┏━━

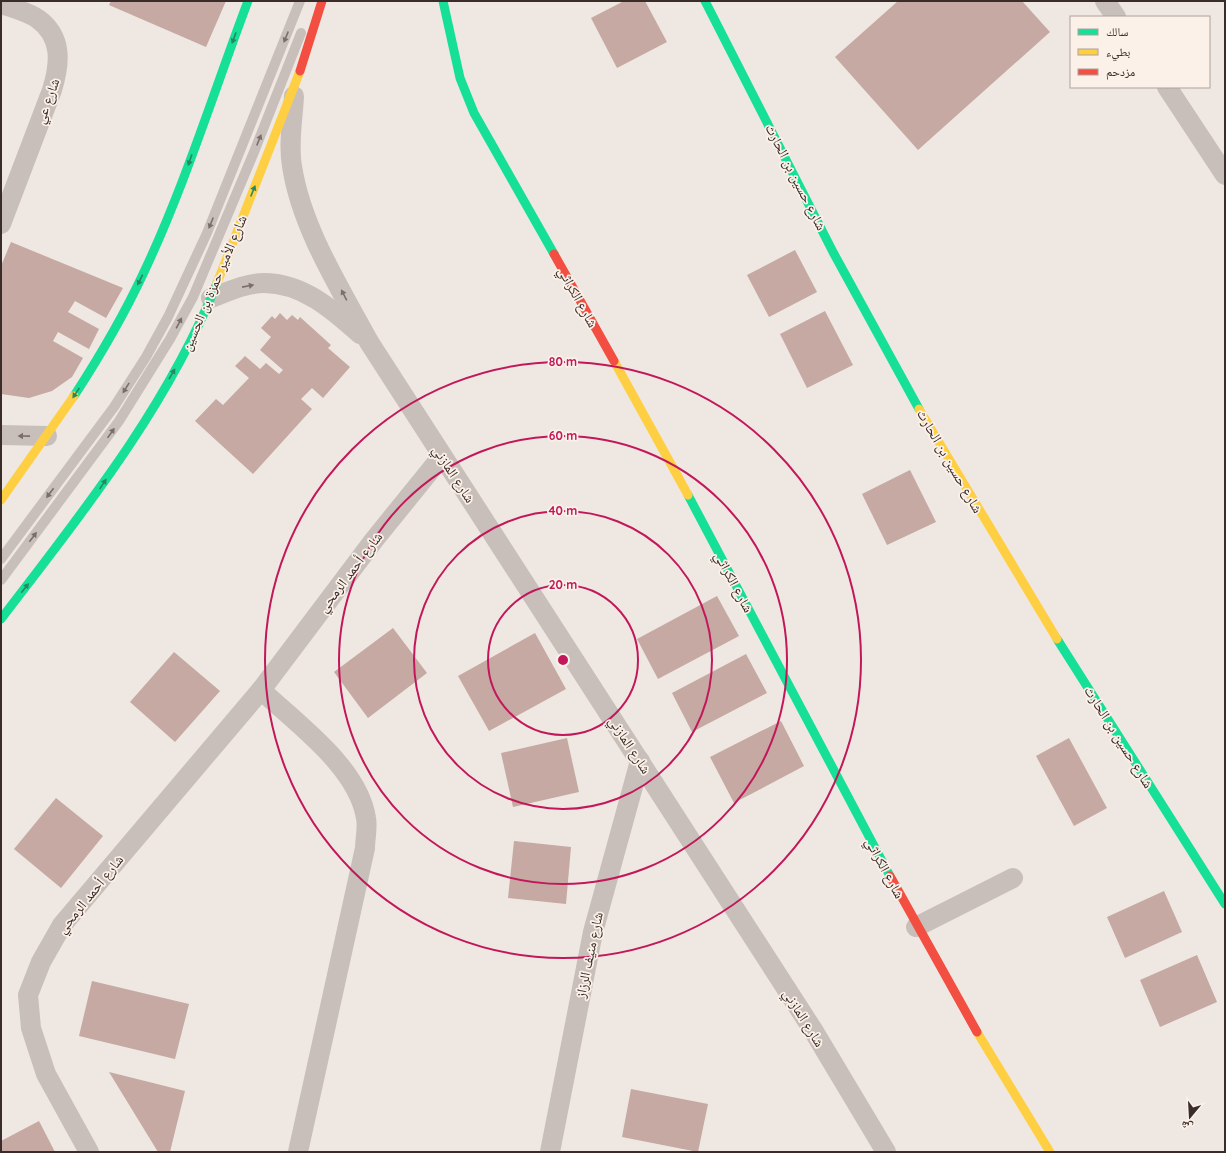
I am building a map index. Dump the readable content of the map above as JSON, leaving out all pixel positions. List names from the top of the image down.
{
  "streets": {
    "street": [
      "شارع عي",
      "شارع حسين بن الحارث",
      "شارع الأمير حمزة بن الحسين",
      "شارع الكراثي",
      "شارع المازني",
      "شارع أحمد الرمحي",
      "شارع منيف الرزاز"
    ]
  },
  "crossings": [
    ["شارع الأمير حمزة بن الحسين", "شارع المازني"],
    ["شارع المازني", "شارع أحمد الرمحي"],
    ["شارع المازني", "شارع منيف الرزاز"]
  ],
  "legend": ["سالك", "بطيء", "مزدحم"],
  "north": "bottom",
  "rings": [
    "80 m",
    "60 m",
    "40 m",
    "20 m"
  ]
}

┗━━

From start to finish, output the listing exactly, but omit its pictures.

Exercise output:
I am building a map index. Dump the readable content of the map above as JSON, leaving out all pixel positions. List names from the top of the image down.
{
  "streets": {
    "street": [
      "شارع عي",
      "شارع حسين بن الحارث",
      "شارع الأمير حمزة بن الحسين",
      "شارع الكراثي",
      "شارع المازني",
      "شارع أحمد الرمحي",
      "شارع منيف الرزاز"
    ]
  },
  "crossings": [
    ["شارع الأمير حمزة بن الحسين", "شارع المازني"],
    ["شارع المازني", "شارع أحمد الرمحي"],
    ["شارع المازني", "شارع منيف الرزاز"]
  ],
  "legend": ["سالك", "بطيء", "مزدحم"],
  "north": "bottom",
  "rings": [
    "80 m",
    "60 m",
    "40 m",
    "20 m"
  ]
}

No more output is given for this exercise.